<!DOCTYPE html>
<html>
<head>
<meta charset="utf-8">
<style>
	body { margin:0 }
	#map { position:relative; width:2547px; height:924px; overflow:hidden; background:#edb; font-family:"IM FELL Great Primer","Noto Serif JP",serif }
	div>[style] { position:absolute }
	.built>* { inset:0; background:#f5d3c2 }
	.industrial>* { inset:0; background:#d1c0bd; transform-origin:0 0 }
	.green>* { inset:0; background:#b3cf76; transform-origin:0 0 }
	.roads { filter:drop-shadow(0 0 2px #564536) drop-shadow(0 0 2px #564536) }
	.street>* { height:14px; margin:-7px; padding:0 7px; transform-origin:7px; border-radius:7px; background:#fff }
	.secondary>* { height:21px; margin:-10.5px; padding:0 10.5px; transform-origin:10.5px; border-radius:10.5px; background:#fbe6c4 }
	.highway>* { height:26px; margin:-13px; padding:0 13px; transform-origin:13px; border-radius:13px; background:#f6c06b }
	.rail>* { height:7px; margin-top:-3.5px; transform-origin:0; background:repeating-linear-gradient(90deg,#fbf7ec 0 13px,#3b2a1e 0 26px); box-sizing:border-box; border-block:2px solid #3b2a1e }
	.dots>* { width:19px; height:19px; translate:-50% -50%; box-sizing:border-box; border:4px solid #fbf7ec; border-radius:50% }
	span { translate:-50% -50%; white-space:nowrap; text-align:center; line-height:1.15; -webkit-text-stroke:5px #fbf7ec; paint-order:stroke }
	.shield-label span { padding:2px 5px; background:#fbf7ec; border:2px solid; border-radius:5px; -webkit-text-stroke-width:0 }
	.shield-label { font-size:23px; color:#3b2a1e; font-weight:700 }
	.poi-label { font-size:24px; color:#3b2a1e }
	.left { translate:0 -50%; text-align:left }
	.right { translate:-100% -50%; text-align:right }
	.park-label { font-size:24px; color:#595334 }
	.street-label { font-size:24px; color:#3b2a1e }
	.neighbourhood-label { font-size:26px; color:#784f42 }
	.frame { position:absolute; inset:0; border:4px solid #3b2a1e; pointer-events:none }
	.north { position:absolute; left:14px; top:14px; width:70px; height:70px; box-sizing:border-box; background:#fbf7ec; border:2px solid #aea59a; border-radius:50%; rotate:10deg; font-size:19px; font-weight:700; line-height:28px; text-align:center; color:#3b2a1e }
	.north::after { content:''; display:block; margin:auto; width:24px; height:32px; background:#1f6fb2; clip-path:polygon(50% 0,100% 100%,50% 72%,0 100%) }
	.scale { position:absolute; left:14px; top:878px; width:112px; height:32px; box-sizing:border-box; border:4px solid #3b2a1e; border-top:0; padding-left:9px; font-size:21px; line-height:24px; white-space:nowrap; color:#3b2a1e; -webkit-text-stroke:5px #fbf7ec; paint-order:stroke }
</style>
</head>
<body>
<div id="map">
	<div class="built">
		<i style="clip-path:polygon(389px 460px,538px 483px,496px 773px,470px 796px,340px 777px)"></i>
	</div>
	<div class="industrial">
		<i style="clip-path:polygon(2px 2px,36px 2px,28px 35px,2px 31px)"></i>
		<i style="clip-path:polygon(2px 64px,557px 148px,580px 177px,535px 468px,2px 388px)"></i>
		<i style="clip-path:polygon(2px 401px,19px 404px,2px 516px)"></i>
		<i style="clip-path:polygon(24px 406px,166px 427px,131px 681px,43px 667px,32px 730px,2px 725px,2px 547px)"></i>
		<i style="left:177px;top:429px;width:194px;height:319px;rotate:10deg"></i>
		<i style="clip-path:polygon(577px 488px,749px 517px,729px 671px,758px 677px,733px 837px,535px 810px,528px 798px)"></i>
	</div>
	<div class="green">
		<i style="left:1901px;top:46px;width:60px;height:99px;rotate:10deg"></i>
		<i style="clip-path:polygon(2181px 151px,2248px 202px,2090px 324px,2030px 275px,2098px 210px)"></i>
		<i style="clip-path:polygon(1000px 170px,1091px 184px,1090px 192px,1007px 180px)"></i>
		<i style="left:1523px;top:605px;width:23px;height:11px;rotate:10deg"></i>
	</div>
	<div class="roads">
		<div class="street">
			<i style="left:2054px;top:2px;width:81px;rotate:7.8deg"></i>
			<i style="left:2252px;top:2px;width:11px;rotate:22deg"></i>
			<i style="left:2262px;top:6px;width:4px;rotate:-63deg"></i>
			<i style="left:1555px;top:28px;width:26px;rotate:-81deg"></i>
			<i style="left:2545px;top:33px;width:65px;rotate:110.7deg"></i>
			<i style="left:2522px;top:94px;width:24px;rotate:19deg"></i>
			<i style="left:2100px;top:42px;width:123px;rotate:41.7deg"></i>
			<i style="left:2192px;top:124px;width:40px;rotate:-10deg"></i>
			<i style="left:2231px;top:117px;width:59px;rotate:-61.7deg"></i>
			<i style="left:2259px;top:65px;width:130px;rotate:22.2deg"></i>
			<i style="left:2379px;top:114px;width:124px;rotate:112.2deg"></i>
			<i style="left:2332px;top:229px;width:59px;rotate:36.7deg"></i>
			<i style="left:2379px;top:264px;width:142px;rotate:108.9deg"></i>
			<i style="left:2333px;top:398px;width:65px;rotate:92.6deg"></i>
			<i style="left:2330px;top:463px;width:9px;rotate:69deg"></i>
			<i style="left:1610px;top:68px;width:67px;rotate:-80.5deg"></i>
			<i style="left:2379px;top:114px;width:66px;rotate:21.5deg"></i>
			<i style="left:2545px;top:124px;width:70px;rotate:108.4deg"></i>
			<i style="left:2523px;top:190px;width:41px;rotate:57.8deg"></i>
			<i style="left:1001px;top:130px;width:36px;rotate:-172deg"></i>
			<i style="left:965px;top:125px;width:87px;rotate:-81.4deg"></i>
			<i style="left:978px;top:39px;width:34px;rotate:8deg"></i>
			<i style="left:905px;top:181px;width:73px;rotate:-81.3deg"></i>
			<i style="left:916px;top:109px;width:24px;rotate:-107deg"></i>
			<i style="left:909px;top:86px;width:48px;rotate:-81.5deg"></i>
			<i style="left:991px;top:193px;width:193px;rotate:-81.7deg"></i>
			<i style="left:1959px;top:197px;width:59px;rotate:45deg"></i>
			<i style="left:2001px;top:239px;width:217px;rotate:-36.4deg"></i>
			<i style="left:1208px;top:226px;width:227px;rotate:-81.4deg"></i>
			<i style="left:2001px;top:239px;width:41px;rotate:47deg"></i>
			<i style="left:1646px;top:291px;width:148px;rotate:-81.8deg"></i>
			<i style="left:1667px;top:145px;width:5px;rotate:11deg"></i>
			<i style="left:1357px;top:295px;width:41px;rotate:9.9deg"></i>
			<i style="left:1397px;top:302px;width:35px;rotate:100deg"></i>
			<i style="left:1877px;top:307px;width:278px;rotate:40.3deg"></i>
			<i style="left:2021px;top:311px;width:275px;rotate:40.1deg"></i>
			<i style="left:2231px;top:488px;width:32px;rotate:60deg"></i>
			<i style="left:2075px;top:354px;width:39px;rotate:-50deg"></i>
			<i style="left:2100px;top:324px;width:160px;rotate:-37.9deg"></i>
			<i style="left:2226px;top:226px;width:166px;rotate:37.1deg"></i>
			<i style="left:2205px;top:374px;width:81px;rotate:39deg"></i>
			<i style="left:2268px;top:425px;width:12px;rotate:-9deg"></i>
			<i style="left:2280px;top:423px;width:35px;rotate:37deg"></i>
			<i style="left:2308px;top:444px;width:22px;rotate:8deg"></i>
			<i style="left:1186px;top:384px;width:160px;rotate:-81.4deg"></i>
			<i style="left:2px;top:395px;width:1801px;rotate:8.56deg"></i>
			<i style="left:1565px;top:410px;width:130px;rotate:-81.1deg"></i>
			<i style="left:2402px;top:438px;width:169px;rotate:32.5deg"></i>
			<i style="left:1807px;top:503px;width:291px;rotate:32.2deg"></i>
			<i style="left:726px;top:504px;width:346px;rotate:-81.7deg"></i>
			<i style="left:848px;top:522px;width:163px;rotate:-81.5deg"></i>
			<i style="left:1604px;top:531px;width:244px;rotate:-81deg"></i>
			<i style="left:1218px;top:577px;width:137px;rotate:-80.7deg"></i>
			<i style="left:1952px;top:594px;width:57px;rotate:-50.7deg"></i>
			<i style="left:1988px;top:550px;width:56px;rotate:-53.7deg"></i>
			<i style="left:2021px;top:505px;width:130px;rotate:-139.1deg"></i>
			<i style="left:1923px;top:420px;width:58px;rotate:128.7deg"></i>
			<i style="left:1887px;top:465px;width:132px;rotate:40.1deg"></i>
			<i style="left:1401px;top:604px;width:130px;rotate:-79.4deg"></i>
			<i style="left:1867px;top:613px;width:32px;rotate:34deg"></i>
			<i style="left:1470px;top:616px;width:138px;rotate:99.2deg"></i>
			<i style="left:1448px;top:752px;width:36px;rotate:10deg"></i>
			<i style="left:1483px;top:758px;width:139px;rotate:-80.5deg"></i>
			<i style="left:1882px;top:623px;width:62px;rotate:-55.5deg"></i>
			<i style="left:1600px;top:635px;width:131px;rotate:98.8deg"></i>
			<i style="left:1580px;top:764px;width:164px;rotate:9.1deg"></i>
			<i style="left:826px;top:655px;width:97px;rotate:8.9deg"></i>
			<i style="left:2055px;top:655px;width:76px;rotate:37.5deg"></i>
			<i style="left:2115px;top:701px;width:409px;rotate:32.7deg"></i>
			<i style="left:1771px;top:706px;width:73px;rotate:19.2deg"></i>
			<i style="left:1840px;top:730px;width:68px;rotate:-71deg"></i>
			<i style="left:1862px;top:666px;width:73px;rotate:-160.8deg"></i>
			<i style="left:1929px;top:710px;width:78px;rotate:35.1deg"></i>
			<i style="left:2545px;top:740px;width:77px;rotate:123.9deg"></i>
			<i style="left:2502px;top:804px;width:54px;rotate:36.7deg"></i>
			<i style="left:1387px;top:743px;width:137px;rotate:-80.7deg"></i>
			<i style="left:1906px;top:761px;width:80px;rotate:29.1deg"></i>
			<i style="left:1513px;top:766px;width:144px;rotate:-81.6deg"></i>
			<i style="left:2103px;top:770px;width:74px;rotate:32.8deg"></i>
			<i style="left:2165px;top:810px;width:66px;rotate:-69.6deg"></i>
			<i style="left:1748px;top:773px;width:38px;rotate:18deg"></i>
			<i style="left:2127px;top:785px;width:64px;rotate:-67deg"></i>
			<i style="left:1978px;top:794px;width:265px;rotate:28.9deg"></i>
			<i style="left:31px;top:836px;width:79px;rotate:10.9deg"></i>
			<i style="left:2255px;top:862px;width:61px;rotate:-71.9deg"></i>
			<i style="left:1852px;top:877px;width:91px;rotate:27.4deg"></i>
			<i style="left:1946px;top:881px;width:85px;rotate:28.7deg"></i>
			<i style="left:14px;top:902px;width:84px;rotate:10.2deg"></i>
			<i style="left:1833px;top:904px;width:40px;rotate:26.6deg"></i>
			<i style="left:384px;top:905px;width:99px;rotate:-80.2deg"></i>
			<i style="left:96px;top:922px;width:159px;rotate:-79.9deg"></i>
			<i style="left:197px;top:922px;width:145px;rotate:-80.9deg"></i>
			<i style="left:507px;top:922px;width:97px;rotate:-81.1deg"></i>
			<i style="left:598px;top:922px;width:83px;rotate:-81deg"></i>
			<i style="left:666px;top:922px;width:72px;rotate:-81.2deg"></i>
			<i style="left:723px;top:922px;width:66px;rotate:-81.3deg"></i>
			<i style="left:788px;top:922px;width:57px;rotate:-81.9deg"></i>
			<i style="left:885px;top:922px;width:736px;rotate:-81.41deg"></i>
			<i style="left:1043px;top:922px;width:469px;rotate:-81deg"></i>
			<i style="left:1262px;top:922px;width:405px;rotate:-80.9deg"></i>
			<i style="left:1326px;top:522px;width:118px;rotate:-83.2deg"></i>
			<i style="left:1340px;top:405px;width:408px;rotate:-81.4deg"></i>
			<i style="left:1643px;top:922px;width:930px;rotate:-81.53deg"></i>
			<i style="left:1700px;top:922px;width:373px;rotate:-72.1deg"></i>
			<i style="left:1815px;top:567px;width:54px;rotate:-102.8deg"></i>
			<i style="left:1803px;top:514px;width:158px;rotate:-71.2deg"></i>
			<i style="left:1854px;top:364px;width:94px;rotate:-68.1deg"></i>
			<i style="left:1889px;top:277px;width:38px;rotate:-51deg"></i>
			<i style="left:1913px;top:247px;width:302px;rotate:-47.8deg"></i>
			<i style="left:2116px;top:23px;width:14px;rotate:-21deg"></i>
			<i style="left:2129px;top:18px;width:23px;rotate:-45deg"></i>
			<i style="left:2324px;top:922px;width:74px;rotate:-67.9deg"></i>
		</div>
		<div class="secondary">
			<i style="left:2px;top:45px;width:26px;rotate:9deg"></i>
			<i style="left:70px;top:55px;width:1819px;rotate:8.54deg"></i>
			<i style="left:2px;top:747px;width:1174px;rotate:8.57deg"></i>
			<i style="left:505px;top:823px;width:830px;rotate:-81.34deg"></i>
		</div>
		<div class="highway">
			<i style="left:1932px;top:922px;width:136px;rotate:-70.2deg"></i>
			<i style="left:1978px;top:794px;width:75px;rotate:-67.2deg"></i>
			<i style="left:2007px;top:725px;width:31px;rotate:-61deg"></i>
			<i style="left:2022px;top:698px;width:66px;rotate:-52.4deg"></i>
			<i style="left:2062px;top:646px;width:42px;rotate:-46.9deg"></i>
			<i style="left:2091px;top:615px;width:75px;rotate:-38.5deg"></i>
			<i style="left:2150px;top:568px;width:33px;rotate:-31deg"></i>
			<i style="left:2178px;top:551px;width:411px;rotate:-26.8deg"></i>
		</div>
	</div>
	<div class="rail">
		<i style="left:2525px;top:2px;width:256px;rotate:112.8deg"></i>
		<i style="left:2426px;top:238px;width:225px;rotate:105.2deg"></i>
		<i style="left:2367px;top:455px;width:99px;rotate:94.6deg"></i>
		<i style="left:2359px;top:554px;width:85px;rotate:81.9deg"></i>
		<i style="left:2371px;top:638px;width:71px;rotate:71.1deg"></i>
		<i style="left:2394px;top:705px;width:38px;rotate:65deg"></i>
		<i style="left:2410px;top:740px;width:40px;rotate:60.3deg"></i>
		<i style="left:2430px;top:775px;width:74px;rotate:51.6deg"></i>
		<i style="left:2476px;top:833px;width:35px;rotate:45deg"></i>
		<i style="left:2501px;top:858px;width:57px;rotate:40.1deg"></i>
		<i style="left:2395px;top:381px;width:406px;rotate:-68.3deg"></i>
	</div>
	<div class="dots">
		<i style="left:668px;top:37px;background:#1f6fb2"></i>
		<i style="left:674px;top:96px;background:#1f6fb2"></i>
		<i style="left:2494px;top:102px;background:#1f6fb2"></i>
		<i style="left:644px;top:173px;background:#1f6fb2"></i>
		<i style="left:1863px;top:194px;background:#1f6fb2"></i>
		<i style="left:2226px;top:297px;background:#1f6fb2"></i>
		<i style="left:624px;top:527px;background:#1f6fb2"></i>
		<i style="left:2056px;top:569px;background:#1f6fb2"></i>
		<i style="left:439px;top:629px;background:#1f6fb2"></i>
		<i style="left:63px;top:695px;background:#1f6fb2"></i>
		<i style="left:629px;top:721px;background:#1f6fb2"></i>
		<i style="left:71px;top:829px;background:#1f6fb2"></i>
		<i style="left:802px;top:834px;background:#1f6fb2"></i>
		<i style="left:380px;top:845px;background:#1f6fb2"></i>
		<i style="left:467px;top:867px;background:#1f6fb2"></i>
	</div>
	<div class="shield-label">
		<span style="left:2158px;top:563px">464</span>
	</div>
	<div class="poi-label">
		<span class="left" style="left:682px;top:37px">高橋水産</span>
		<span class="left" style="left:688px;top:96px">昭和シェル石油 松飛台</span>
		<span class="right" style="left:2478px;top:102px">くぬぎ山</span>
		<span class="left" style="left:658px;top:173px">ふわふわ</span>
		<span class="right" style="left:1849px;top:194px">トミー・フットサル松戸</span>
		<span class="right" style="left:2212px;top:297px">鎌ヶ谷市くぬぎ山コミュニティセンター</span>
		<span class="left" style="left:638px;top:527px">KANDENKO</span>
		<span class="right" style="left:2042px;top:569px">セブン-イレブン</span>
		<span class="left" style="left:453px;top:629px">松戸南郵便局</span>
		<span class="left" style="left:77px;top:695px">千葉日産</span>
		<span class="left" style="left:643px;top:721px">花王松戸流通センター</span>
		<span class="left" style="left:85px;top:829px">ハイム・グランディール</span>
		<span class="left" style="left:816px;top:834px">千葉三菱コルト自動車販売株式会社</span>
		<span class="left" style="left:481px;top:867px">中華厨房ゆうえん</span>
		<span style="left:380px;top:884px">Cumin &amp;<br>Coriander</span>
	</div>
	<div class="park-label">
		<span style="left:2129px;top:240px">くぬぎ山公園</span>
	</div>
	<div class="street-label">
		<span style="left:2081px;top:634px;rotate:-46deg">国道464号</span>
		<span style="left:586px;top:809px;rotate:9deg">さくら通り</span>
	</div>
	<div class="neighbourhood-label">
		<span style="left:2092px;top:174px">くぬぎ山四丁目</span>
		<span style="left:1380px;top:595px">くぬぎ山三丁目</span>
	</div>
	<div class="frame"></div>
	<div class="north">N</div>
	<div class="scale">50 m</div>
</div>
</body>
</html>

= = = = = = =

§ **What you are asked to do**
When the string "park" appears in a line of the records above, that line is to be copied.

§ **Solved exercise**
	.park-label { font-size:24px; color:#595334 }
	<div class="park-label">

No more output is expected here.